» TASK REQUIREMENTS: Among the lines below, list those containing the string "Brodie".
========
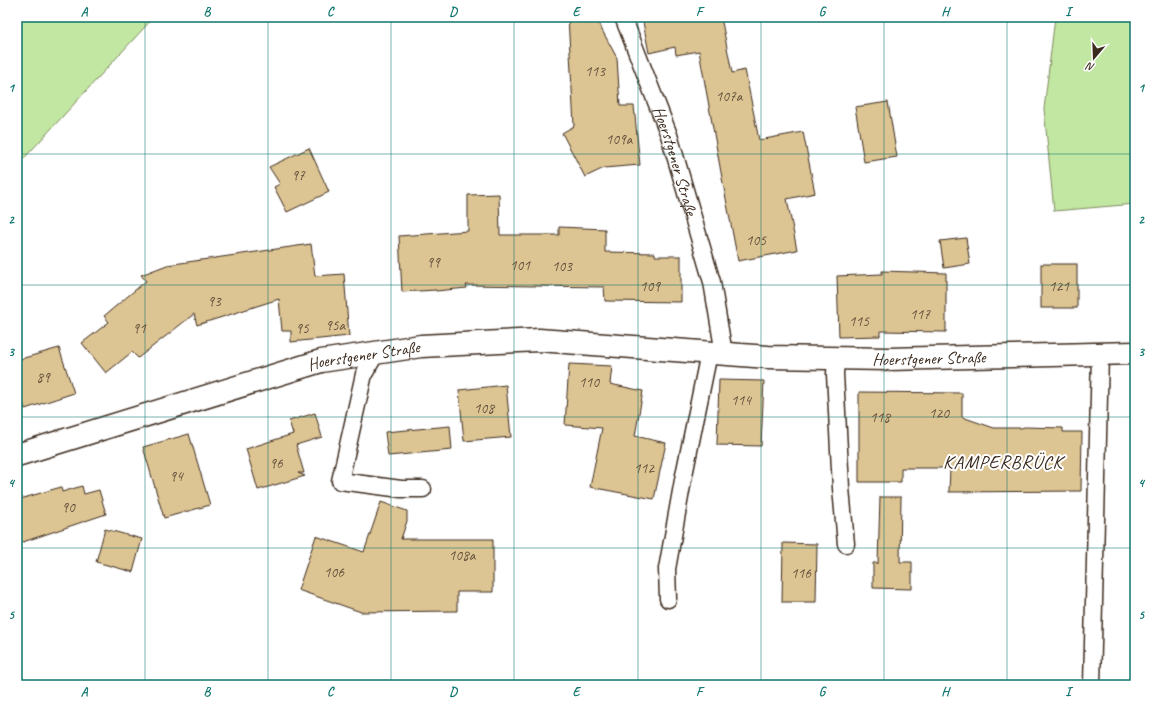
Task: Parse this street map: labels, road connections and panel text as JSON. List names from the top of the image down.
{
  "streets": {
    "main road": ["Hoerstgener Straße"]
  },
  "districts": ["KAMPERBRÜCK"],
  "house_numbers": [
    "113",
    "107a",
    "109a",
    "97",
    "105",
    "99",
    "101",
    "103",
    "109",
    "121",
    "93",
    "117",
    "115",
    "95a",
    "91",
    "95",
    "89",
    "110",
    "114",
    "108",
    "120",
    "118",
    "96",
    "112",
    "94",
    "90",
    "108a",
    "106",
    "116"
  ],
  "north": "bottom",
  "grid": {
    "columns": [
      "A",
      "B",
      "C",
      "D",
      "E",
      "F",
      "G",
      "H",
      "I"
    ],
    "rows": [
      "1",
      "2",
      "3",
      "4",
      "5"
    ]
  }
}
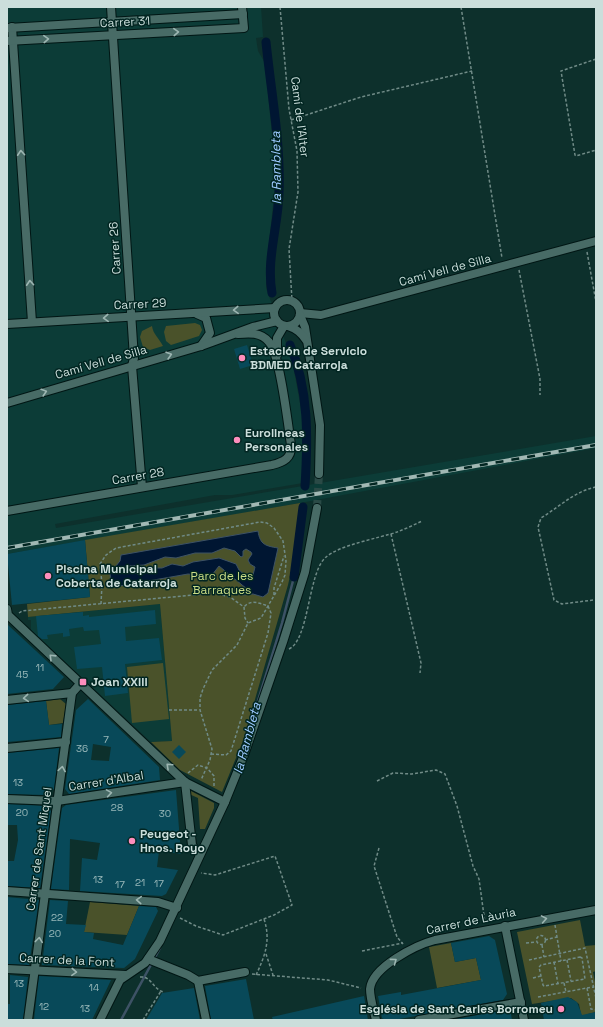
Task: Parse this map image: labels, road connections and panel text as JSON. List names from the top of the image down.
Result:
{
  "streets": {
    "street": [
      "Carrer 31",
      "Carrer 26",
      "Camí Vell de Silla",
      "Carrer 29",
      "Carrer 28",
      "Carrer d'Albal",
      "Carrer de Sant Miquel",
      "Carrer de Làuria",
      "Carrer de la Font"
    ],
    "path": ["Camí de l'Alter"]
  },
  "crossings": [
    ["Carrer 31", "Carrer 26"],
    ["Camí de l'Alter", "Camí Vell de Silla"],
    ["Camí de l'Alter", "Carrer 29"],
    ["Carrer 26", "Camí Vell de Silla"],
    ["Carrer 26", "Carrer 29"],
    ["Carrer 26", "Carrer 28"],
    ["Camí Vell de Silla", "Carrer 29"],
    ["Carrer d'Albal", "Carrer de Sant Miquel"],
    ["Carrer de Sant Miquel", "Carrer de la Font"]
  ],
  "one_way": [
    "Carrer 29",
    "Carrer d'Albal",
    "Carrer de Sant Miquel",
    "Carrer de Làuria",
    "Carrer de la Font"
  ],
  "water": ["la Rambleta"],
  "parks": ["Parc de les Barraques"],
  "places": {
    "other": [
      "Estación de Servicio BDMED Catarroja",
      "Eurolineas Personales",
      "Piscina Municipal Coberta de Catarroja",
      "Peugeot - Hnos. Royo",
      "Església de Sant Carles Borromeu"
    ],
    "transit": ["Joan XXIII"]
  },
  "house_numbers": [
    "11",
    "45",
    "7",
    "36",
    "13",
    "28",
    "20",
    "30",
    "13",
    "21",
    "17",
    "17",
    "22",
    "20",
    "13",
    "14",
    "12",
    "13"
  ]
}
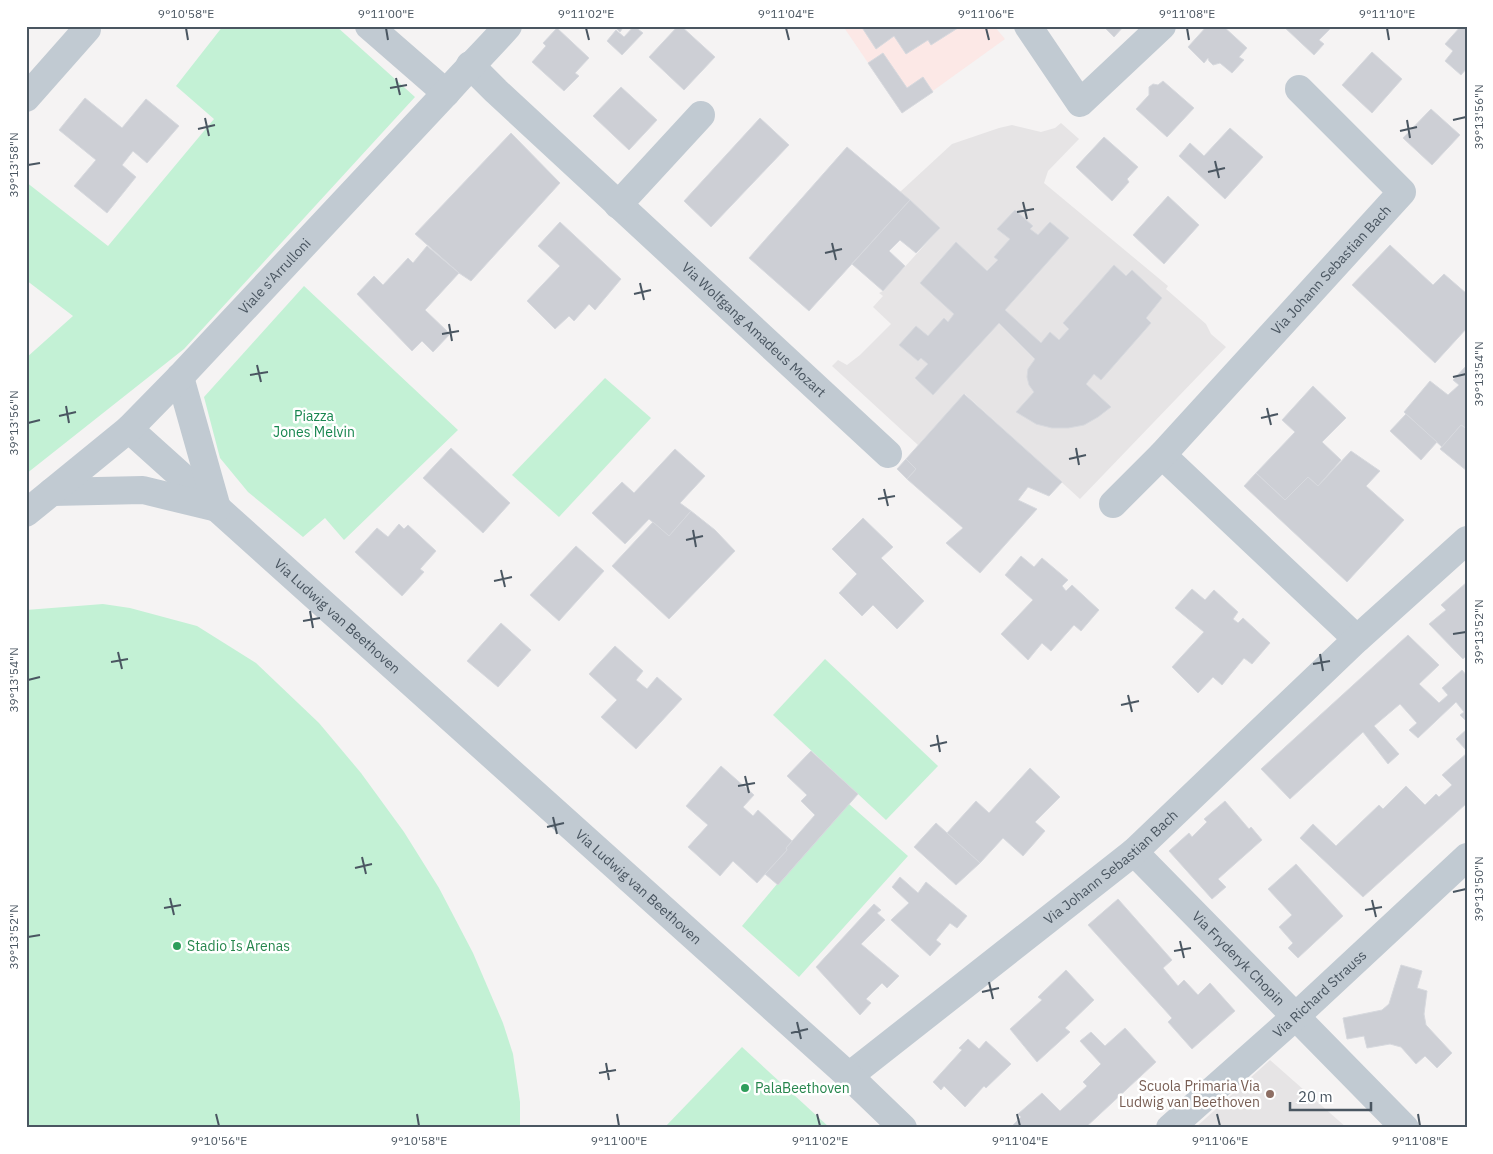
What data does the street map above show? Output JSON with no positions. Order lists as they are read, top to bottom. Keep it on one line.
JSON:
{"streets":{"street":["Via Johann Sebastian Bach","Viale s'Arrulloni","Via Wolfgang Amadeus Mozart","Via Ludwig van Beethoven","Via Fryderyk Chopin","Via Richard Strauss"]},"crossings":[["Via Johann Sebastian Bach","Via Ludwig van Beethoven"],["Via Johann Sebastian Bach","Via Fryderyk Chopin"],["Viale s'Arrulloni","Via Wolfgang Amadeus Mozart"],["Viale s'Arrulloni","Via Ludwig van Beethoven"],["Via Fryderyk Chopin","Via Richard Strauss"]],"parks":["Piazza Jones Melvin"],"places":["Stadio Is Arenas","PalaBeethoven","Scuola Primaria Via Ludwig van Beethoven"],"scale_bar":"20 m","coordinates":["9°10'58\"E","9°11'00\"E","9°11'02\"E","9°11'04\"E","9°11'06\"E","9°11'08\"E","9°11'10\"E","39°13'56\"N","39°13'58\"N","39°13'54\"N","39°13'52\"N","39°13'50\"N","9°10'56\"E"]}
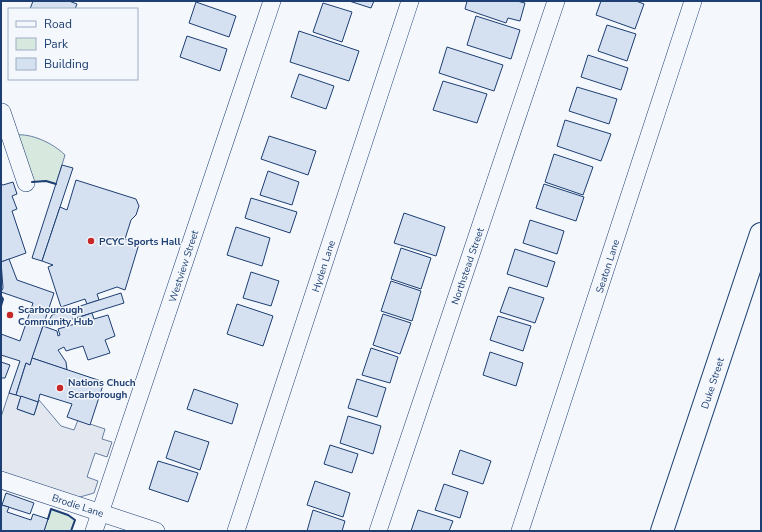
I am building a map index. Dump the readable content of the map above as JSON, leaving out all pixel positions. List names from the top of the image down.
{
  "streets": {
    "main road": ["Duke Street"],
    "street": [
      "Westview Street",
      "Hyden Lane",
      "Northstead Street",
      "Seaton Lane",
      "Brodie Lane"
    ]
  },
  "crossings": [
    ["Westview Street", "Brodie Lane"]
  ],
  "places": ["PCYC Sports Hall", "Scarbourough Community Hub", "Nations Chuch Scarborough"],
  "legend": ["Road", "Park", "Building"]
}
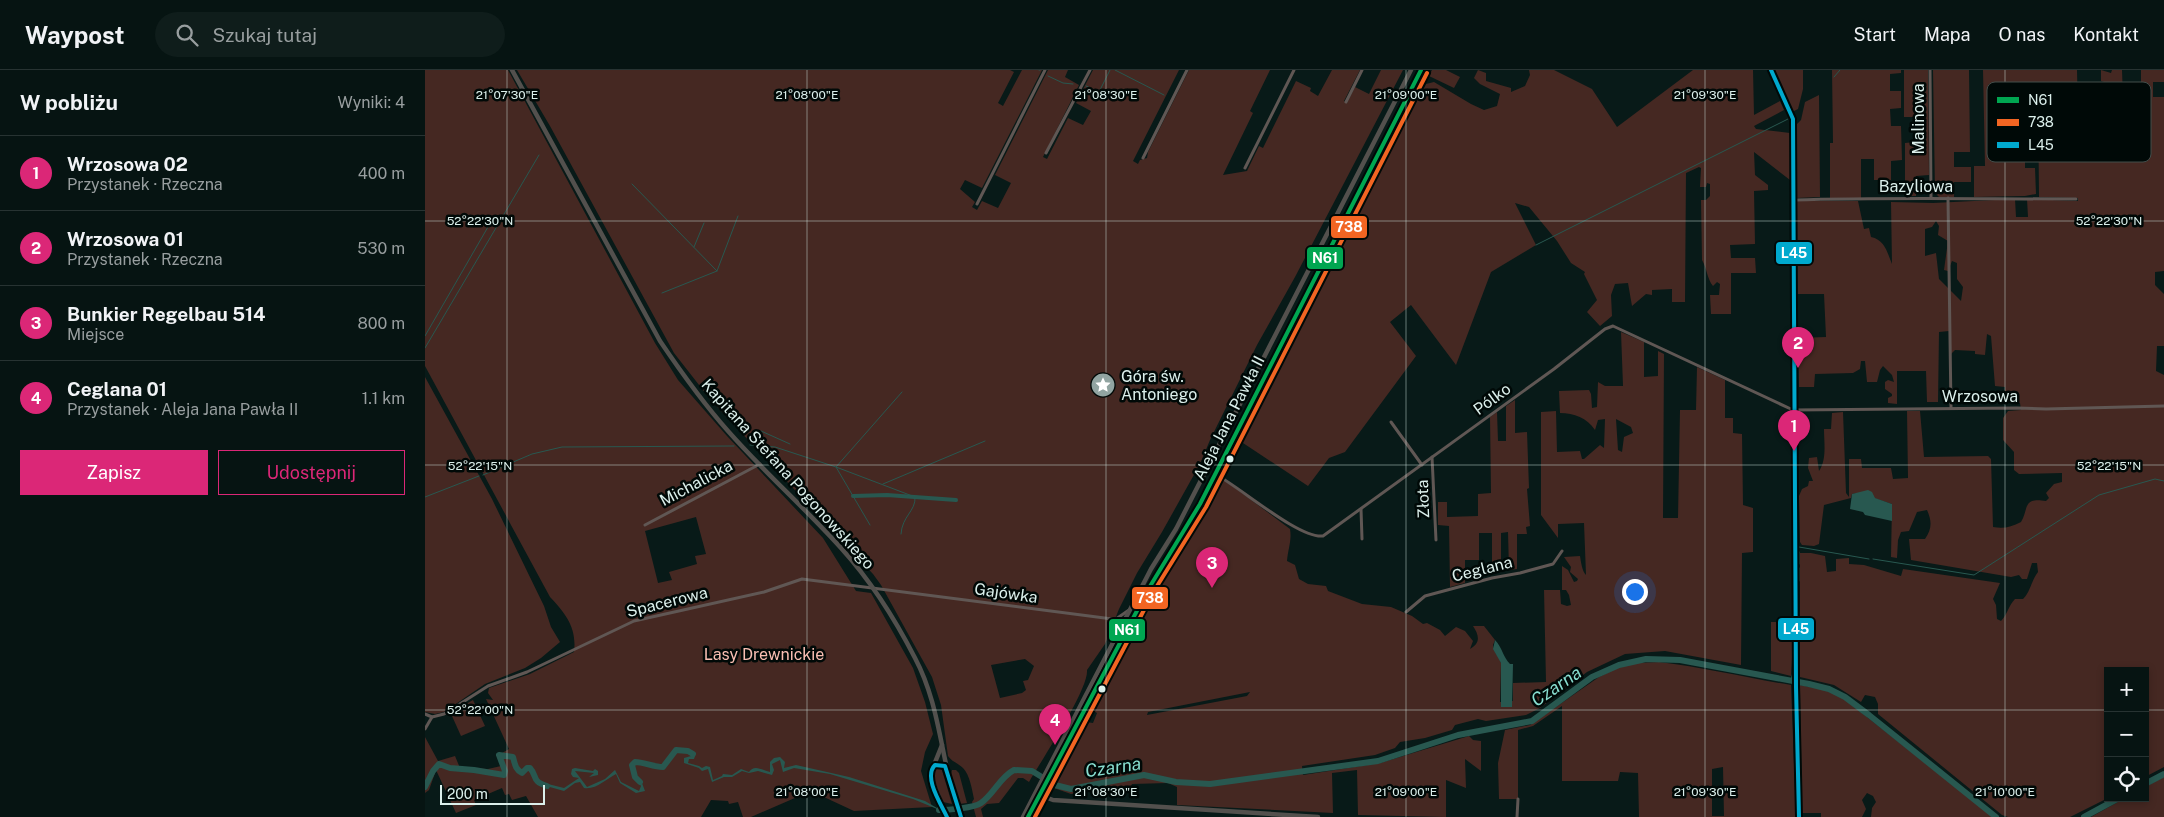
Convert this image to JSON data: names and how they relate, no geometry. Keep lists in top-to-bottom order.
{
  "streets": {
    "main road": ["Aleja Jana Pawła II", "Kapitana Stefana Pogonowskiego"],
    "street": [
      "Malinowa",
      "Bazyliowa",
      "Wrzosowa",
      "Pólko",
      "Michalicka",
      "Złota",
      "Ceglana",
      "Gajówka",
      "Spacerowa"
    ]
  },
  "crossings": [
    ["Malinowa", "Bazyliowa"],
    ["Wrzosowa", "Pólko"],
    ["Pólko", "Aleja Jana Pawła II"],
    ["Pólko", "Złota"],
    ["Aleja Jana Pawła II", "Gajówka"],
    ["Kapitana Stefana Pogonowskiego", "Michalicka"],
    ["Kapitana Stefana Pogonowskiego", "Gajówka"],
    ["Kapitana Stefana Pogonowskiego", "Spacerowa"],
    ["Gajówka", "Spacerowa"]
  ],
  "water": ["Czarna"],
  "parks": ["Lasy Drewnickie"],
  "places": {
    "place": ["Góra św. Antoniego"]
  },
  "lines": ["transit line N61", "transit line L45", "transit line 738"],
  "legend": ["N61", "738", "L45"],
  "scale_bar": "200 m",
  "page": {
    "header": "Waypost",
    "search": "Szukaj tutaj",
    "nav": [
      "Start",
      "Mapa",
      "O nas",
      "Kontakt"
    ],
    "heading": ["W pobliżu", "Wyniki: 4"],
    "list": [
      {
        "mark": "1",
        "name": "Wrzosowa 02",
        "note": "Przystanek · Rzeczna",
        "value": "400 m"
      },
      {
        "mark": "2",
        "name": "Wrzosowa 01",
        "note": "Przystanek · Rzeczna",
        "value": "530 m"
      },
      {
        "mark": "3",
        "name": "Bunkier Regelbau 514",
        "note": "Miejsce",
        "value": "800 m"
      },
      {
        "mark": "4",
        "name": "Ceglana 01",
        "note": "Przystanek · Aleja Jana Pawła II",
        "value": "1.1 km"
      }
    ],
    "pins": [
      "2",
      "1",
      "3",
      "4"
    ],
    "buttons": ["Zapisz", "Udostępnij"],
    "map_buttons": ["+", "−"],
    "scale": "200 m"
  },
  "coordinates": [
    "21°07'30\"E",
    "21°08'00\"E",
    "21°08'30\"E",
    "21°09'00\"E",
    "21°09'30\"E",
    "52°22'30\"N",
    "52°22'15\"N",
    "52°22'00\"N",
    "21°10'00\"E"
  ]
}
========
» REPLY TO THE EXERCISE:
      "Brodie Lane"
    ["Westview Street", "Brodie Lane"]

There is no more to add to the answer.